Searchable snapshots, recently released as BETA in Elasticsearch 7.10, let you reduce your operating costs by using snapshots for resiliency rather than maintaining replica shards within a cluster.
In this blog, we’ll demonstrate how to create a hot-cold topology using Elastic Cloud on Kubernetes (ECK) where for the cold tier, we will mount a snapshot using the new searchable snapshots API. We will also demonstrate how data is recovered using searchable snapshots upon a failure in the cold tier.
The demonstration is carried out on Google Kubernetes Engine (GKE) and can easily be adjusted to other Kubernetes environments.
Prerequisites:
- GKE cluster with ECK 1.3.0 installed
- GKS repository with a snapshot containing an index in the cold phase, we will mount using the searchable snapshots API to the cold tier
You can control index lifecycle phases using ILM or Index-level data tier allocation filtering.
1. Create an Elasticsearch cluster with a hot-cold topology
The following Kubernetes manifest describes an Elasticsearch cluster with tho nodes:
- hot-node with a master, ingest, data, and data_hot roles
- cold-node with a data_cold role
We specify a command for installing the Elasticsearch GCS repository plugin in the podTemplate
spec.
Create an es-blog.yaml
file with the following content:
apiVersion: elasticsearch.k8s.elastic.co/v1
kind: Elasticsearch
metadata:
name: es-blog
spec:
version: 7.10.0
# We'll uncomment secureSettings after creating the gcs-credentials secret in the next step
# secureSettings:
# - secretName: gcs-credentials
nodeSets:
- name: hot-node
count: 1
config:
node.store.allow_mmap: false
node.roles: ["master", "ingest", "data", "data_hot"]
podTemplate:
spec:
initContainers:
- name: install-plugins
command:
- sh
- -c
- |
bin/elasticsearch-plugin install --batch repository-gcs
volumeClaimTemplates:
- metadata:
name: elasticsearch-data-hot
spec:
accessModes:
- ReadWriteOnce
resources:
requests:
storage: 10Gi
storageClassName: standard
- name: cold-node
count: 1
config:
node.store.allow_mmap: false
node.roles: ["data_cold"]
podTemplate:
spec:
initContainers:
- name: install-plugins
command:
- sh
- -c
- |
bin/elasticsearch-plugin install --batch repository-gcs
volumeClaimTemplates:
- metadata:
name: elasticsearch-data-cold
spec:
accessModes:
- ReadWriteOnce
resources:
requests:
storage: 10Gi
storageClassName: standard
Next, let's apply the manifest and create our Elasticsearch cluster:
$ kubectl apply -f es-blog.yaml
$ elasticsearch.elasticsearch.k8s.elastic.co/es-blog created
# After a couple of minutes, health should be green:
$ kubectl get es
NAME HEALTH NODES VERSION PHASE AGE
es-blog green 2 7.10.0 Ready 109s
2. Set the GCS credentials in the Elasticsearch keystore
Assuming you already have a GCS repository containing an Elasticsearch snapshot, we will now add our GCS credentials to Elasticsearch's keystore by creating a secret that contains a service account JSON key file.
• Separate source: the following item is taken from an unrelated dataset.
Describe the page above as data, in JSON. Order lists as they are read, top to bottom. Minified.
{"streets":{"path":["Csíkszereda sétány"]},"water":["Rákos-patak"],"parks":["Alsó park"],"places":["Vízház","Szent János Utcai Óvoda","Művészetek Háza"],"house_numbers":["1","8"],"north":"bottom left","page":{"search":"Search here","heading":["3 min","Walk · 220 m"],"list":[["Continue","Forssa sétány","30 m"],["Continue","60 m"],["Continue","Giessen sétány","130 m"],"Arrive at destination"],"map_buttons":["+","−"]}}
Detailed information about how to obtain that file can be found in the Elasticsearch docs here.
Make sure to name the JSON key file gcs.client.default.credentials_file
and create the secret as follows:
$ kubectl create secret generic gcs-credentials --from-file gcs.client.default.credentials_file
secret/gcs-credentials created
Next, for ECK to add the credentials to the Elasticsearch keystore, uncomment the secureSettings
section in the es-blog.yaml
file:
...
spec:
version: 7.10.0
secureSettings:
- secretName: gcs-credential
...
Then apply the change:
$ kubectl apply -f es-blog.yaml
elasticsearch.elasticsearch.k8s.elastic.co/es-blog configured
3. Register the GCS snapshot repository with Elasticsearch
Now that we have the GCS credentials in Elasticsearch's keystore, we register our snapshot repository with Elasticsearch using the Put snapshot repository API
:
$ curl -k -u $ES_CREDENTIALS -XPUT https://localhost:9200/_snapshot/gcs_repository -H 'Content-Type: application/json; charset=utf-8' -d \
'{
"type" : "gcs",
"settings" : {
"bucket" : "es-blog-snapshots",
"client" : "default"
}
}'
{"acknowledged":true}
Now let's validate that our snapshot is available by listing the available snapshots in the GCS repository:
$ curl -k -u $ES_CREDENTIALS "https://localhost:9200/_cat/snapshots/gcs_repository?v"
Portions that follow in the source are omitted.